# ACTION ITEM
The lines below that include the word "FLURENDE" are to be reported.

BEGIN DATA SUPPLIED

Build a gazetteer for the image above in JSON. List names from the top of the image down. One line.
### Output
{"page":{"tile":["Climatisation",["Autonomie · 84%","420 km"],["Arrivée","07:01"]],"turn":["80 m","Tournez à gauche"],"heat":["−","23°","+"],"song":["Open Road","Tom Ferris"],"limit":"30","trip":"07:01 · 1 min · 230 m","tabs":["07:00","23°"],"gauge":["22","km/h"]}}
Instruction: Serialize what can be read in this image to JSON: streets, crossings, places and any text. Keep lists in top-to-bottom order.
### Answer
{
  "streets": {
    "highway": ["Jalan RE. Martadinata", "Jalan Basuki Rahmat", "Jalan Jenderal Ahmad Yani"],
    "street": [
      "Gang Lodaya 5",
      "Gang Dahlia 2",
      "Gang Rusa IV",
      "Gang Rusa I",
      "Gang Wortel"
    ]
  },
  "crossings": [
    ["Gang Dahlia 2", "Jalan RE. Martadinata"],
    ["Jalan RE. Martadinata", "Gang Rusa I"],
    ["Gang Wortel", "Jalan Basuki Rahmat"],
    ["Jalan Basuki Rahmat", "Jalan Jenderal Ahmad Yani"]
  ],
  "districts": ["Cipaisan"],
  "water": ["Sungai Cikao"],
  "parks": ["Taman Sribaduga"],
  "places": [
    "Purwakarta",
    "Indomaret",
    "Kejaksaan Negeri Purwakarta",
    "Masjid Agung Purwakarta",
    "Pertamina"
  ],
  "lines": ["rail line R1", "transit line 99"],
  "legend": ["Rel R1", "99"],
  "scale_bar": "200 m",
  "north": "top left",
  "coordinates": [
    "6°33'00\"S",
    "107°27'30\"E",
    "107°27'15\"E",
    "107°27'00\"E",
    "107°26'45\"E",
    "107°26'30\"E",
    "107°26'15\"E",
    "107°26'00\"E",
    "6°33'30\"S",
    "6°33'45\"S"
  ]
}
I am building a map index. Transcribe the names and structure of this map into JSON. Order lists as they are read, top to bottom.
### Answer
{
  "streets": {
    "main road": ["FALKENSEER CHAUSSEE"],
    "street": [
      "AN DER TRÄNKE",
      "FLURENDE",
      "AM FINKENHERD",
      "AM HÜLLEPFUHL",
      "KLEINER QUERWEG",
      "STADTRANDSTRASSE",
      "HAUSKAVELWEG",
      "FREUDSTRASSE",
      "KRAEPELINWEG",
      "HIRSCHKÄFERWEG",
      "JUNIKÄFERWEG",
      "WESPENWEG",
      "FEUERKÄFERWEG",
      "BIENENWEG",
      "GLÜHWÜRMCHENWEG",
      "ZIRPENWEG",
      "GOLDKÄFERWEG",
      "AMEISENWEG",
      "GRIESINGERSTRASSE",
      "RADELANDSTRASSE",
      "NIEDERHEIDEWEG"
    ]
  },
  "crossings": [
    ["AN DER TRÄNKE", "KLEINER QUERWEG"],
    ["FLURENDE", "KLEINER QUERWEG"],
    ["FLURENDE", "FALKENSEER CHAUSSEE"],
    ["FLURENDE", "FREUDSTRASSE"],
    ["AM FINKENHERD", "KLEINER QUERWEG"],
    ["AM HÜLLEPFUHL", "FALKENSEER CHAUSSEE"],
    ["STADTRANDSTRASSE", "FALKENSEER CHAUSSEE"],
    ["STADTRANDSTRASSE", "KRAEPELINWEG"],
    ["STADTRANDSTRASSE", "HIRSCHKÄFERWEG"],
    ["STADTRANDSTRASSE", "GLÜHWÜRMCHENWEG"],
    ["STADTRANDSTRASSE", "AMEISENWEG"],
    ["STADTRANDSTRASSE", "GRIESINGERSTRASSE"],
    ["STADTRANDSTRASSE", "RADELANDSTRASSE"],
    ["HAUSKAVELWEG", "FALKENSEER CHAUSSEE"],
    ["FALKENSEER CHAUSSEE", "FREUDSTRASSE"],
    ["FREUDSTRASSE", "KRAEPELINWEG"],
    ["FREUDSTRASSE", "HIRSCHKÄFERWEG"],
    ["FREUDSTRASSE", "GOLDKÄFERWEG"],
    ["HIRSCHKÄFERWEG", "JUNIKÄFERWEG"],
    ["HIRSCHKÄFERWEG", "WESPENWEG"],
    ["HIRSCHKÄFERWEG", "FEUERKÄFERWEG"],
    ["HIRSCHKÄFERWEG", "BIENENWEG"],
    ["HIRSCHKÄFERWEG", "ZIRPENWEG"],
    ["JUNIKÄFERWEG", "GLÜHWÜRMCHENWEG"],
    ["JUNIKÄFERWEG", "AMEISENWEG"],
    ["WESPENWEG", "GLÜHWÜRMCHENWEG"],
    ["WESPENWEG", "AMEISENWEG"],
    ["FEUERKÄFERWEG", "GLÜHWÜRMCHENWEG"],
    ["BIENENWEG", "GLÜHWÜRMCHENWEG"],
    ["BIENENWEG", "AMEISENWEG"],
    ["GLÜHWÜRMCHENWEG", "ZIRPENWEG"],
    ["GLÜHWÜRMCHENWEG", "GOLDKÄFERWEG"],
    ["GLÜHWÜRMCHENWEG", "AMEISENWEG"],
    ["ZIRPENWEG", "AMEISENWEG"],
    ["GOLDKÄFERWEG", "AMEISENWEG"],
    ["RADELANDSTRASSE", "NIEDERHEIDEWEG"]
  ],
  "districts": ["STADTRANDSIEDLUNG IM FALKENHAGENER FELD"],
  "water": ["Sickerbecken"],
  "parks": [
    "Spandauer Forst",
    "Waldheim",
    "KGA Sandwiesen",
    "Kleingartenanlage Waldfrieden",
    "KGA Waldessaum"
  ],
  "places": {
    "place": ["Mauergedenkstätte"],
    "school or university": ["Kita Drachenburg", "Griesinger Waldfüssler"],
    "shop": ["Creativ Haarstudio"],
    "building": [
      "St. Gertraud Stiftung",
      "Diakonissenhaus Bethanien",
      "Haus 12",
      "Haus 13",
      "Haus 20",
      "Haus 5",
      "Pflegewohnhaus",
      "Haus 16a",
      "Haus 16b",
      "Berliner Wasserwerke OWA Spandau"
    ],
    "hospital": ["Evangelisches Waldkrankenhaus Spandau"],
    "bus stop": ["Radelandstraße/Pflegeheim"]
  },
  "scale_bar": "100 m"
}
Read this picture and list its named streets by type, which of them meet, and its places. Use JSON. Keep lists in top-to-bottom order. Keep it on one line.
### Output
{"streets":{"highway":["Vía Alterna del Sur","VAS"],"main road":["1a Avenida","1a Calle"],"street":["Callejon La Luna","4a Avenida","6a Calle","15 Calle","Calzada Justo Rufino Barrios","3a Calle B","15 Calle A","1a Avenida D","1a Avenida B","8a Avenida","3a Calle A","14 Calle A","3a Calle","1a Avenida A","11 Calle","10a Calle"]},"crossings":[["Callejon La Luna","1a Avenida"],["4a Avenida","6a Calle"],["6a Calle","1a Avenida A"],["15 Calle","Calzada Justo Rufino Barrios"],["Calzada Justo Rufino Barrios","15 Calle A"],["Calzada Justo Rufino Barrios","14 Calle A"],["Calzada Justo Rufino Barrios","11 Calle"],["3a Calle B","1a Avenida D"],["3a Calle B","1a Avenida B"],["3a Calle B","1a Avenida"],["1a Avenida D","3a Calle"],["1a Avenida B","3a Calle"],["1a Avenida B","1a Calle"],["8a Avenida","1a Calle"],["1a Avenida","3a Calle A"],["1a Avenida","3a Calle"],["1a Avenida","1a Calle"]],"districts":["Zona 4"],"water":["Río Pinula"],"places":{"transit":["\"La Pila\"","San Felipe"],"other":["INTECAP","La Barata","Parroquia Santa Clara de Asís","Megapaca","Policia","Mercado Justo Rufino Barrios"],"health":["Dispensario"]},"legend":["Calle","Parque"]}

END DATA SUPPLIED

# RESPONSE TO THIS EXERCISE
      "FLURENDE",
    ["FLURENDE", "KLEINER QUERWEG"],
    ["FLURENDE", "FALKENSEER CHAUSSEE"],
    ["FLURENDE", "FREUDSTRASSE"],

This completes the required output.